Listening to the wind whip across the water with my eyes closed almost made me feel like I was at the beach. I don't really like the beach for the reasons most people choose to vacation there. I don't like to swim, I don't care about getting a tan, I hate the feel of sand stuck to wet skin and hate having tons of barely clothed people lined up on the beach like a used car lot. But I love to stare at the horizon, wondering what exact point the water meets the air, smelling the salt air and listening to the sound of waves attacking land over and over. In the moments that I opened my eyes at the ferry landing, I became fixated on this watermarker (right), probably since it was the only thing to look at close by, and thought it made for an interesting analogy of recent life. My depth of comfort is not to the mark I would like, but beauty still surrounds me during this strange time.
I had a meeting yesterday that determined my official moving date to be June 12, which though not ideal is still much later than I imagined just last week.

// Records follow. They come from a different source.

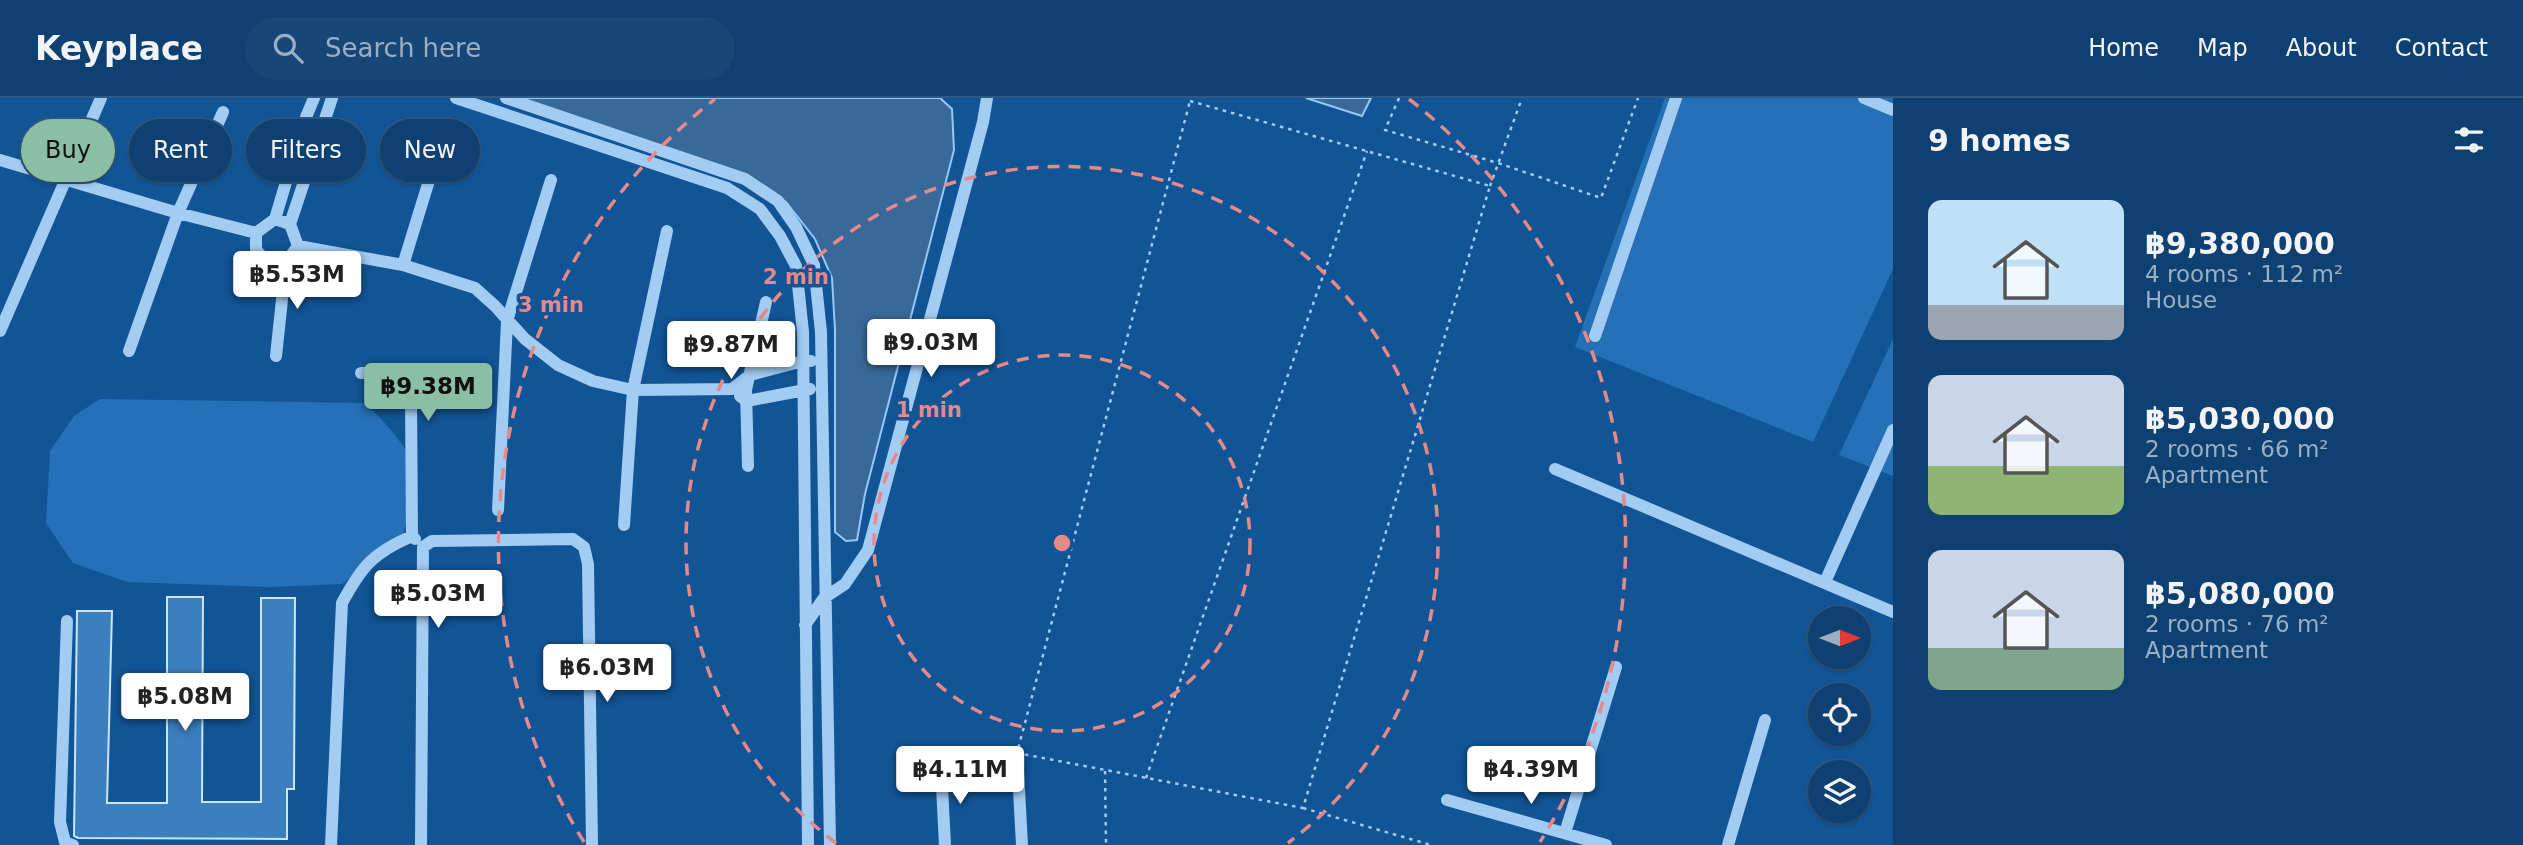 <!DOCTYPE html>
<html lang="en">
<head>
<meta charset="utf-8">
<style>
  body { margin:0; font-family:"DejaVu Sans",sans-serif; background:#174776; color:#f1f3f6; height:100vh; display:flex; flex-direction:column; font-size:26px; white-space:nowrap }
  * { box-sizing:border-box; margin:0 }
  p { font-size:23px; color:#9bafc3 }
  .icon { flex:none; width:38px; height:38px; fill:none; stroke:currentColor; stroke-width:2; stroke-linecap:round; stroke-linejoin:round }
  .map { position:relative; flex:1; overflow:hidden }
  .side { display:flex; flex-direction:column; background:#0e4071; width:630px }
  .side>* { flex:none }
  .top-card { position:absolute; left:21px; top:21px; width:665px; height:63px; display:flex; gap:14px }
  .needle { width:46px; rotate:90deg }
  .fabs { position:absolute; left:1808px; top:508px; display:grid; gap:14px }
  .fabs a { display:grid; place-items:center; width:63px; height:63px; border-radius:50%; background:#0e4071; box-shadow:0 2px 5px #0004,0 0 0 2px #2e5984; font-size:35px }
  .price { position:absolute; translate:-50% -60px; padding:0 16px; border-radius:7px; background:#fff; color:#222; font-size:23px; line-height:46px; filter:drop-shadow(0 2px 4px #0008) }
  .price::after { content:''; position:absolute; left:50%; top:42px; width:21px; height:16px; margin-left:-10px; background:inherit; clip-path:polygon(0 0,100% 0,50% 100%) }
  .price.on { background:#8abfa5; color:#111 }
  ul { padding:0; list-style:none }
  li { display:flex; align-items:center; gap:21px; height:175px; padding:0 35px }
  li span { display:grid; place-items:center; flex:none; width:196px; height:140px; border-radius:14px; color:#555 }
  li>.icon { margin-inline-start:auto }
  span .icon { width:84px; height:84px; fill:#fffc; stroke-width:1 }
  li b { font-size:30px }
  h2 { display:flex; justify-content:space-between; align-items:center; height:84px; padding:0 35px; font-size:30px }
  .tag { padding:0 24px; border-radius:32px; background:#0e4071; box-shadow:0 2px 5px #0004,0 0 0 2px #2e5984; font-size:24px; line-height:63px }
  .tag.on { background:#8abfa5; color:#111 }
  header { display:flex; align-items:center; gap:42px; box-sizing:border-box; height:98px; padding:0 35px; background:#0e4071; border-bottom:2px solid #2e5984 }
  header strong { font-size:33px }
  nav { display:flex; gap:38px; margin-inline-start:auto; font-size:24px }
  .search { width:490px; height:63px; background:#174776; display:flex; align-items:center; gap:18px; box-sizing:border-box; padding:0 24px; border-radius:38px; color:#9bafc3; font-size:26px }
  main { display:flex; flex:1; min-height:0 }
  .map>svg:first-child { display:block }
</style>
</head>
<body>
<header>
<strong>Keyplace</strong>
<div class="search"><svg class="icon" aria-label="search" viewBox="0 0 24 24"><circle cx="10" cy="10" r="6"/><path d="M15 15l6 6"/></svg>Search here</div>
<nav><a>Home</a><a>Map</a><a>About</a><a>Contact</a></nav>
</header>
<main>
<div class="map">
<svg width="1893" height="747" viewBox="0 0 1893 747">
  <rect width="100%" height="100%" fill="#125597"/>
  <path fill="#2570b6" d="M1665 0H1893V171L1813 344 1575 249Z
    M1893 241V378L1839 357Z
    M100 301 365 305C379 318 407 347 412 366 417 390 407 419 402 442L342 486 272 489 127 484 73 465 46 425 50 353 74 318Z"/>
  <path fill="#396999" stroke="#95c8f6" stroke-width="2" d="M511 0H940L952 11 954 52 865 396 857 442 846 443 835 434V232L832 180 815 141 786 104 747 81Z
    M1306 0H1371L1362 18Z"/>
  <path fill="#3b7fbf" stroke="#cbe5fd" stroke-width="2" d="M167 499H203L202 704H261V500H295L294 691H287V741L78 740 74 738 77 513H112L107 705H167Z"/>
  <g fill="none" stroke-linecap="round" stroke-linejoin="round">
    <path stroke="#a3ccf3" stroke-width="2.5" stroke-dasharray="3.5 5" stroke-linecap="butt" d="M1399 0 1385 32 1498 65 1601 100 1638 0
      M1190 3 1490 88 1303 710 1017 655Z
      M1490 88 1522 0
      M1105 673 1106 747
      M1146 680 1367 53
      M1303 710 1431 747"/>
    <path stroke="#a3ccf3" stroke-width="12" d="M456 0 727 90 760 111 780 138 796 168 803 234 808 747
      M506 0 745 81 778 103 796 129 814 167 821 234 830 747
      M1864 0 1893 12
      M0 62 178 115 256 135
      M275 121 290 126 298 148 286 164 268 165 256 152V135Z
      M275 121 304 24 314 0
      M290 126 332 0
      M298 148 403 167 475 190 495 208 525 241 558 267 593 283 633 292 732 291 750 277 803 263H811
      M403 167 444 34
      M0 233 101 0
      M1595 238 1676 0
      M129 253 178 115 223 14
      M276 258 286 164
      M361 275C387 276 403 269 411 298L412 438 415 441
      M740 298 747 303 810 291
      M748 368 746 292 766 204
      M1555 371 1893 514
      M498 412 507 223 551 82
      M624 427 633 292 667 133
      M1825 484 1893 332
      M67 523 60 724 65 744 73 747
      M805 527 824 500 845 486 868 452 983 24 987 0
      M1017 655 1022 747
      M941 669 945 747
      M1447 702 1606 747
      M1565 735 1616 569
      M331 747 342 505C362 468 373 455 412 438
      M421 747 423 449 432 443 573 441 584 449 588 466 592 747
      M1728 747 1765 622"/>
  </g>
  <g fill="none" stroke="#e88989" stroke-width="3.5" stroke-dasharray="12 9">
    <circle cx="1062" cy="445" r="188"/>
    <path d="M836 745A376 376 0 1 1 1288 745"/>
    <path d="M584 744A564 564 0 0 1 715 1M1409 1A564 564 0 0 1 1540 744"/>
  </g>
  <circle cx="1062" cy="445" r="10" fill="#e88989" stroke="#125597" stroke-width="3.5"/>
  <g font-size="21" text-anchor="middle" font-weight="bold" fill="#e88989" stroke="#125597" stroke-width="7" stroke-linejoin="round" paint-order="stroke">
    <text x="796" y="186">2 min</text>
    <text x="551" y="214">3 min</text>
    <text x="929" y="319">1 min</text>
  </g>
</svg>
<div class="fabs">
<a><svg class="needle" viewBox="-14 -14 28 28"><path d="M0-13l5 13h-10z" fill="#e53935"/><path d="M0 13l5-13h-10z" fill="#9bafc3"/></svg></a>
<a><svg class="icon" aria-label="locate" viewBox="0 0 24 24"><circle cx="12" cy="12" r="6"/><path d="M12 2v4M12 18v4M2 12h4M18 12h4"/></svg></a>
<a><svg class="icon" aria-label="layers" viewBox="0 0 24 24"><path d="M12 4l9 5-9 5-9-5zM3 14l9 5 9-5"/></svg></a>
</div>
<b class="price" style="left:297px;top:213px">฿5.53M</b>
<b class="price" style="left:931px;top:281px">฿9.03M</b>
<b class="price" style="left:731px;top:283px">฿9.87M</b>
<b class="price on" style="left:428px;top:325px">฿9.38M</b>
<b class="price" style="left:438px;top:532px">฿5.03M</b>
<b class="price" style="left:607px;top:606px">฿6.03M</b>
<b class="price" style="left:185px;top:635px">฿5.08M</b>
<b class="price" style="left:960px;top:708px">฿4.11M</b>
<b class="price" style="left:1531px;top:708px">฿4.39M</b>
<div class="top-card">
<a class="tag on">Buy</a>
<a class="tag">Rent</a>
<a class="tag">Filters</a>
<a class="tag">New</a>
</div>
</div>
<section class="side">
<h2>9 homes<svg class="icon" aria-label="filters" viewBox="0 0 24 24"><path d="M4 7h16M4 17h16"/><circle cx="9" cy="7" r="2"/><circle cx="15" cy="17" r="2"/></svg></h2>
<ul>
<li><span style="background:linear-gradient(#bfe0f5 75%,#9aa5b1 0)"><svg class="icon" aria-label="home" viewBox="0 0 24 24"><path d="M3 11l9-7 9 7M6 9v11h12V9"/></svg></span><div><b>฿9,380,000</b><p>4 rooms · 112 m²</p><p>House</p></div></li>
<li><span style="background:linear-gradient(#c9d6e8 65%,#8fb573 0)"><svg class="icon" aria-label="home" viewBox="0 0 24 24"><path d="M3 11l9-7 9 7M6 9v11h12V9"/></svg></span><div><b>฿5,030,000</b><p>2 rooms · 66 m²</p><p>Apartment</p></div></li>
<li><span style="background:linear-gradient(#c9d6e8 70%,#7fa58c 0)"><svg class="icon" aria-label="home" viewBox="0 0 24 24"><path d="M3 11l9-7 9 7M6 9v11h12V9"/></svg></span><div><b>฿5,080,000</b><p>2 rooms · 76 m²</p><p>Apartment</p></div></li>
</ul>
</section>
</main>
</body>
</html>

I'll still have to live with quite a bit of noise going on upstairs and around me (the back porch will be torn down to make a balcony). Unless Myra's apartment is completed way ahead of schedule, I will be moving into the Huston R.D. apartment that day for an indefinite period. Hopefully, I'll be able to move into Long just a few weeks later, making the "homeless" feeling not so burdensome right now. I've grown quite attached to the Rhea House in my short nine-month stay, I realized recently. It's going to look very different by this time next week.
I have this strange feeling that life will suddenly slow to a crawl in about a week, and I won't know quite what to do with myself. I'll work approximately 50-60 hours this week for the paper, while watching my guys leave for the summer and some for a new life in the "real world." Next week I have about the same work schedule and Bryan meetings every day before entering the weekend of Strawberry Festival, which contrary to certain cynics is a very nice cultural experience.Yes, there are those people that only come out of the hills once a year for the festival, but for someone that grew up in urban/suburban America it's a breath of fresh air.
Once life does slow down, I think I'll toy more with the idea of taking up learning to play the upright bass. Watching it being played at the Nickel Creek show the other night reminded me of a long-lost desire to float down river at night on a Tom and Huck-style raft while plunking out some mellow tunes to echo off the water and surrounding cliffs.